▸ What the task requires
Search the data below for "white" and report how many lines contain it, with no other text.

▸ Material provided
*** Begin section ***

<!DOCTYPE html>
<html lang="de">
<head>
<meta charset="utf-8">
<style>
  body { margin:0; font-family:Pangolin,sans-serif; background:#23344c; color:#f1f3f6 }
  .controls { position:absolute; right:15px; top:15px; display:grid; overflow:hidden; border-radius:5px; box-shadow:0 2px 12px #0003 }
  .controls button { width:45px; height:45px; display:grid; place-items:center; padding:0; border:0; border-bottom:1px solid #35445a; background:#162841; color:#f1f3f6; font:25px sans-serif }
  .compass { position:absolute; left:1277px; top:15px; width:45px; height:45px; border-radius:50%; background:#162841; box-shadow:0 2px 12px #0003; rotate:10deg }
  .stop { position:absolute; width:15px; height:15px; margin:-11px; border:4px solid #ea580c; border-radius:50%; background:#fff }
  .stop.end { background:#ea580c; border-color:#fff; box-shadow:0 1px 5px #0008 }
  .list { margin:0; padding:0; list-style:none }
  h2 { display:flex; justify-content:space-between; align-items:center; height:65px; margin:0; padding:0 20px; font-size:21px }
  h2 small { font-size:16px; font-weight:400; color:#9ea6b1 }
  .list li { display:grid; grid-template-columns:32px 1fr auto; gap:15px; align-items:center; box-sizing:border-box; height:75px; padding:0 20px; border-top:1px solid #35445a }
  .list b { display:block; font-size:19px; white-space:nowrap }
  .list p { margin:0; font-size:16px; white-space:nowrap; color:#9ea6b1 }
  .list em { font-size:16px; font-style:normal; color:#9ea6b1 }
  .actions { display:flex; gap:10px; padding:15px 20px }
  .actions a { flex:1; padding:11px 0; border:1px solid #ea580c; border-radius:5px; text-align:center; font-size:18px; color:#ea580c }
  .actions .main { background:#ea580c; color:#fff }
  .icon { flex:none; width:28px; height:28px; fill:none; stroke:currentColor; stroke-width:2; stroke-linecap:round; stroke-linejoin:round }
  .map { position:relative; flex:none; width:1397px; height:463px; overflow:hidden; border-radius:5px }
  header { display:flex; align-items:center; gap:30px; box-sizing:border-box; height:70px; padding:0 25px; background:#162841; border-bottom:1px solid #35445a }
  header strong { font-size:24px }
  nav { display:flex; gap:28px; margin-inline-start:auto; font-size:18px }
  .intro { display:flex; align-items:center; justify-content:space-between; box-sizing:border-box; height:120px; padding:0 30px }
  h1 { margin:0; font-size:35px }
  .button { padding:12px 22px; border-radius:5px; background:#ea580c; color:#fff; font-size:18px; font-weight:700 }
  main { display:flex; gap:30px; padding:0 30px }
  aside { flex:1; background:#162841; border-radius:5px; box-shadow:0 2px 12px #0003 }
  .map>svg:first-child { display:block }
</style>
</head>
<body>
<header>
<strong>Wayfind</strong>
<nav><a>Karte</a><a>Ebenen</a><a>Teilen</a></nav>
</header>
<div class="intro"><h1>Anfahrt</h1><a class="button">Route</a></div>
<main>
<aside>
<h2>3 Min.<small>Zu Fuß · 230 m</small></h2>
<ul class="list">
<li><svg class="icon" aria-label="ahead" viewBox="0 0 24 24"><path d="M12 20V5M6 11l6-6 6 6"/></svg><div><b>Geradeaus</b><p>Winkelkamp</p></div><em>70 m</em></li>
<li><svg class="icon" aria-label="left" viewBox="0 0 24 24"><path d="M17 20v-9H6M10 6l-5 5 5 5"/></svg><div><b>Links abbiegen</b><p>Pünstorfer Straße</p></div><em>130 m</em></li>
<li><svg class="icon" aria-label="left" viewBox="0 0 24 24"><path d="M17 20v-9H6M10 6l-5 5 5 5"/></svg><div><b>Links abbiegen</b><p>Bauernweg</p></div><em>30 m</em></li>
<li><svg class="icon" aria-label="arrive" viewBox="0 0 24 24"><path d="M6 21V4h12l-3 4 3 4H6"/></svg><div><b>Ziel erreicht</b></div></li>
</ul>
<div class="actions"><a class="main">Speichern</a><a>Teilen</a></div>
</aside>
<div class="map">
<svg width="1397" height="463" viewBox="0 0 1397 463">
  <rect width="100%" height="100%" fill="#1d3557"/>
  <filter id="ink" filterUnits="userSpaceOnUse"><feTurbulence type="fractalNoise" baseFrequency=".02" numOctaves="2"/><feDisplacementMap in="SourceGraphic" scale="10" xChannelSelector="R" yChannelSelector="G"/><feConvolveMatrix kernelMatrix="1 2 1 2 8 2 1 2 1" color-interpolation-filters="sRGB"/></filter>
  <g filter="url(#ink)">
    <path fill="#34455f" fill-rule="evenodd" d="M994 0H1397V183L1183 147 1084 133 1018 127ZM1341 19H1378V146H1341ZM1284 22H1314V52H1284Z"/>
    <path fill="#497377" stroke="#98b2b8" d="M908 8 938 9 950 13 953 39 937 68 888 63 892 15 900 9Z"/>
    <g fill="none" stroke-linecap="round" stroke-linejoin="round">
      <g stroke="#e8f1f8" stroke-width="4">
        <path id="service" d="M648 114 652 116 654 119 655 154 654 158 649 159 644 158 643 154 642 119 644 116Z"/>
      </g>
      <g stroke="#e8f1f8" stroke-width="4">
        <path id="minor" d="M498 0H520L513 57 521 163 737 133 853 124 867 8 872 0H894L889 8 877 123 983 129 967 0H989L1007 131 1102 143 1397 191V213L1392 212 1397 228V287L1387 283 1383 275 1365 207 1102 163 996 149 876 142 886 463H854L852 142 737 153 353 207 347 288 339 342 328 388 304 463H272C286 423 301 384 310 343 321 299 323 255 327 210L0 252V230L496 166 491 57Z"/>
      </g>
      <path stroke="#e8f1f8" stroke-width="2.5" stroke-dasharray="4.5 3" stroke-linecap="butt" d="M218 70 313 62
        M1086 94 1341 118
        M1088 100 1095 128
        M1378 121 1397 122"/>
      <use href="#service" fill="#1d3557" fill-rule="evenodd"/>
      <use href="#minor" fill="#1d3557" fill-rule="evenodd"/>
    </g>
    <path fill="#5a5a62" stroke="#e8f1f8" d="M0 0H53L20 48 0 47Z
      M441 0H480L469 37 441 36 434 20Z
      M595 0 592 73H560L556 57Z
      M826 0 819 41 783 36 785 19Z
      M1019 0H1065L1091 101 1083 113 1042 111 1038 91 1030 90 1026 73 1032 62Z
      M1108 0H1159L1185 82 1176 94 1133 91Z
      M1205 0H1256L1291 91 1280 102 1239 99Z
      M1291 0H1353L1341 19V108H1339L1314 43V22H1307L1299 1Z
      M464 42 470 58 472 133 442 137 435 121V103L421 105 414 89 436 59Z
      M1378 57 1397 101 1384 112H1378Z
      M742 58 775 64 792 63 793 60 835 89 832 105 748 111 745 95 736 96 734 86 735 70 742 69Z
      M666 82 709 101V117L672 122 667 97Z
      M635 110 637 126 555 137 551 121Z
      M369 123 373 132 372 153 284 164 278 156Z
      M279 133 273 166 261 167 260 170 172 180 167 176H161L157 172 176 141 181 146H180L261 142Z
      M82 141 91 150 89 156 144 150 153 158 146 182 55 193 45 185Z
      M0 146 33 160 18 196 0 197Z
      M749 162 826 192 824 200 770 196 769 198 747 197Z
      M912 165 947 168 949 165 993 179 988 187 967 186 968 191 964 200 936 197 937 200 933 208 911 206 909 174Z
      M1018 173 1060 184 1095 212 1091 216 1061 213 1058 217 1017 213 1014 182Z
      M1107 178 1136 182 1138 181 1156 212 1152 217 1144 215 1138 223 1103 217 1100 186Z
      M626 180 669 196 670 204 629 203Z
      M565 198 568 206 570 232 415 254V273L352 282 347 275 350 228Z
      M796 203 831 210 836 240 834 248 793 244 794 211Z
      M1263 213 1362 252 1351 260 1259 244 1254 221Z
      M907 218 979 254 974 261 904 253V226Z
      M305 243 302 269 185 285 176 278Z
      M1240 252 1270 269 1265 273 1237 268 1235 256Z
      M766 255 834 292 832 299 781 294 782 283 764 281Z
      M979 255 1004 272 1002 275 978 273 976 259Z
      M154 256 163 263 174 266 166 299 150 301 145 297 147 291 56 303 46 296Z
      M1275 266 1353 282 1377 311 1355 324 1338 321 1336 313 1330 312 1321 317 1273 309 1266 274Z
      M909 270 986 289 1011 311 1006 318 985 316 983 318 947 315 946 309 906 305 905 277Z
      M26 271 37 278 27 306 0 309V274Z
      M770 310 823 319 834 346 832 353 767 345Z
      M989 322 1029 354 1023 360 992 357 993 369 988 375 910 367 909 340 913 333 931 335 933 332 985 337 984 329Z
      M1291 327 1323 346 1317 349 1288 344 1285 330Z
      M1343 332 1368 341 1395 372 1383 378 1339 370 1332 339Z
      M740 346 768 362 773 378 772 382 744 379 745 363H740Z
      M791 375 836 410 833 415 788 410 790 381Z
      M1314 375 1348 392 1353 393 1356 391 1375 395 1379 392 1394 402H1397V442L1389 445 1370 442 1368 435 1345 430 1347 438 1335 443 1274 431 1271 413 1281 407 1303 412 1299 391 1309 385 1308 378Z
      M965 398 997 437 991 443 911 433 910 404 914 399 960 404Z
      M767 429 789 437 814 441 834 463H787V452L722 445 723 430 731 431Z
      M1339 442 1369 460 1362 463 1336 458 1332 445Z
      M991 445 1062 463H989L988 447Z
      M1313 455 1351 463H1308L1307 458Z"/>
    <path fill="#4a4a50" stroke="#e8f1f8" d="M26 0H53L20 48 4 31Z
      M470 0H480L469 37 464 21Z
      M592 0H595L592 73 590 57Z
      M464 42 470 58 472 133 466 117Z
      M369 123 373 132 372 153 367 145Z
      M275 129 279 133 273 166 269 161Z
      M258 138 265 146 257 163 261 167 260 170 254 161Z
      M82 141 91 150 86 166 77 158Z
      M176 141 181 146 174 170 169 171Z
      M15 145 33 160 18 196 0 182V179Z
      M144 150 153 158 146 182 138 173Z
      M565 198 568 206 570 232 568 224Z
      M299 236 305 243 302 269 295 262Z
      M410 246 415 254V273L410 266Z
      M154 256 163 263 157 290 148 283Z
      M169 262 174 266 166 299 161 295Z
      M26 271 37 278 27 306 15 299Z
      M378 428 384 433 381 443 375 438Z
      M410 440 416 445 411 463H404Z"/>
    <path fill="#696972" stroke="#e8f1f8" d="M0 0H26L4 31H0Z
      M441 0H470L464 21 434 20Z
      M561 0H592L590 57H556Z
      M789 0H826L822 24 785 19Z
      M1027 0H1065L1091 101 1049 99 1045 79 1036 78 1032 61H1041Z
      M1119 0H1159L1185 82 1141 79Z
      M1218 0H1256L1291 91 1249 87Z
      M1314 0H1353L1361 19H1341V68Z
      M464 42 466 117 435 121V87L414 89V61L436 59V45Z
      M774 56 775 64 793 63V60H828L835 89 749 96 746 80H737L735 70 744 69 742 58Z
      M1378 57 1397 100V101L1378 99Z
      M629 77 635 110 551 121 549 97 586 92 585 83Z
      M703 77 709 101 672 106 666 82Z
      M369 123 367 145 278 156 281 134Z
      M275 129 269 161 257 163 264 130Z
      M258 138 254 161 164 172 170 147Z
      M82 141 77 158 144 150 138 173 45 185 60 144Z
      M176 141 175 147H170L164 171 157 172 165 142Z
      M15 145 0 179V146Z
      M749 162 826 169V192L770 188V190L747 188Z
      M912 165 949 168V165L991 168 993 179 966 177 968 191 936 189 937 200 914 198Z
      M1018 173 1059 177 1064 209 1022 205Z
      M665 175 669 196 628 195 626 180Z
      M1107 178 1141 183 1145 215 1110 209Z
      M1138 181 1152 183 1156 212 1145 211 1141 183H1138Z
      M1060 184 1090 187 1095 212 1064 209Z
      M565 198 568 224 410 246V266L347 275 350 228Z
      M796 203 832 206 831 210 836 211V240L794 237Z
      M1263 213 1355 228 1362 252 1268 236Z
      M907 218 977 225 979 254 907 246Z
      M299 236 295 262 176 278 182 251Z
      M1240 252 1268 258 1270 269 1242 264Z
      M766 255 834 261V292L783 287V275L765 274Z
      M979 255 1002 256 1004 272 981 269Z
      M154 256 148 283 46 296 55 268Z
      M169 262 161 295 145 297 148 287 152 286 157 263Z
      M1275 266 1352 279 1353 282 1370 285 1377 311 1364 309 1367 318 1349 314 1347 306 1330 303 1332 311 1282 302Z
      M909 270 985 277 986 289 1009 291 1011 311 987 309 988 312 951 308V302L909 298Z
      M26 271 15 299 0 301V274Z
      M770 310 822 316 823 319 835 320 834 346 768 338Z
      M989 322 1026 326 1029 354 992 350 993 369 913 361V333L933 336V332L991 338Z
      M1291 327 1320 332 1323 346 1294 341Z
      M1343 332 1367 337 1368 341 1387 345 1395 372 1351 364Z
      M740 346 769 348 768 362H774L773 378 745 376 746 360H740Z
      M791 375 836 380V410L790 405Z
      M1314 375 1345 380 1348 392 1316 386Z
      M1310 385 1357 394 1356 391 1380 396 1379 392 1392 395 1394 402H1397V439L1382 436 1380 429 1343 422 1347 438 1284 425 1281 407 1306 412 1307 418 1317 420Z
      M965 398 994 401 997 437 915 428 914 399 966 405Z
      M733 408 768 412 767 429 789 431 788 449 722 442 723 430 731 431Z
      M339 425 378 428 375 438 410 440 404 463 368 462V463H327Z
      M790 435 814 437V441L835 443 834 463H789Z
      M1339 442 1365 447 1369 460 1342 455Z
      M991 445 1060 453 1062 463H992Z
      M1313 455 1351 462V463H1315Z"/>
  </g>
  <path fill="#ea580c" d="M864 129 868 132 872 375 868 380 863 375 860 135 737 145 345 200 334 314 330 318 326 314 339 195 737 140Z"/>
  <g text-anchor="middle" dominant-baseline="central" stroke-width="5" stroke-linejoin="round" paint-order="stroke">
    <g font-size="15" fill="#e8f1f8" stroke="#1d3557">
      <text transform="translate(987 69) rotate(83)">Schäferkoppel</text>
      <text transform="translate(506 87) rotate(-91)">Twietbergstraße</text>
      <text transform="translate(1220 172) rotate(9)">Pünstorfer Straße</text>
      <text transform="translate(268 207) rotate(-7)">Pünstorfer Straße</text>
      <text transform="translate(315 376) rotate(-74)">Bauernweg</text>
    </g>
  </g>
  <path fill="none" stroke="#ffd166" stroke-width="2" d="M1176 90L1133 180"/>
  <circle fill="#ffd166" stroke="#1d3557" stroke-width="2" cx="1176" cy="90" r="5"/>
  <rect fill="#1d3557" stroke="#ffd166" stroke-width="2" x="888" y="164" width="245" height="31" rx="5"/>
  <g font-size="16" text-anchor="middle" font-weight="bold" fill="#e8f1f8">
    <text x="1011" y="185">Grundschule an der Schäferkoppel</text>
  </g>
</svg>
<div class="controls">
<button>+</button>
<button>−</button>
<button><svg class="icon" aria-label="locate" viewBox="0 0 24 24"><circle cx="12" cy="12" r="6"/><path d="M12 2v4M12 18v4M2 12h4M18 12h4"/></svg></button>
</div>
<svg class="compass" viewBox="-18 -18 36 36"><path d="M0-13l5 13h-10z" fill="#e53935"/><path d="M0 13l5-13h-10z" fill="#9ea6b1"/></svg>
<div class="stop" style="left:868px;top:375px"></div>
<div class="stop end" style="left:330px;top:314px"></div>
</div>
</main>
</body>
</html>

*** End section ***

▸ Response to this task
2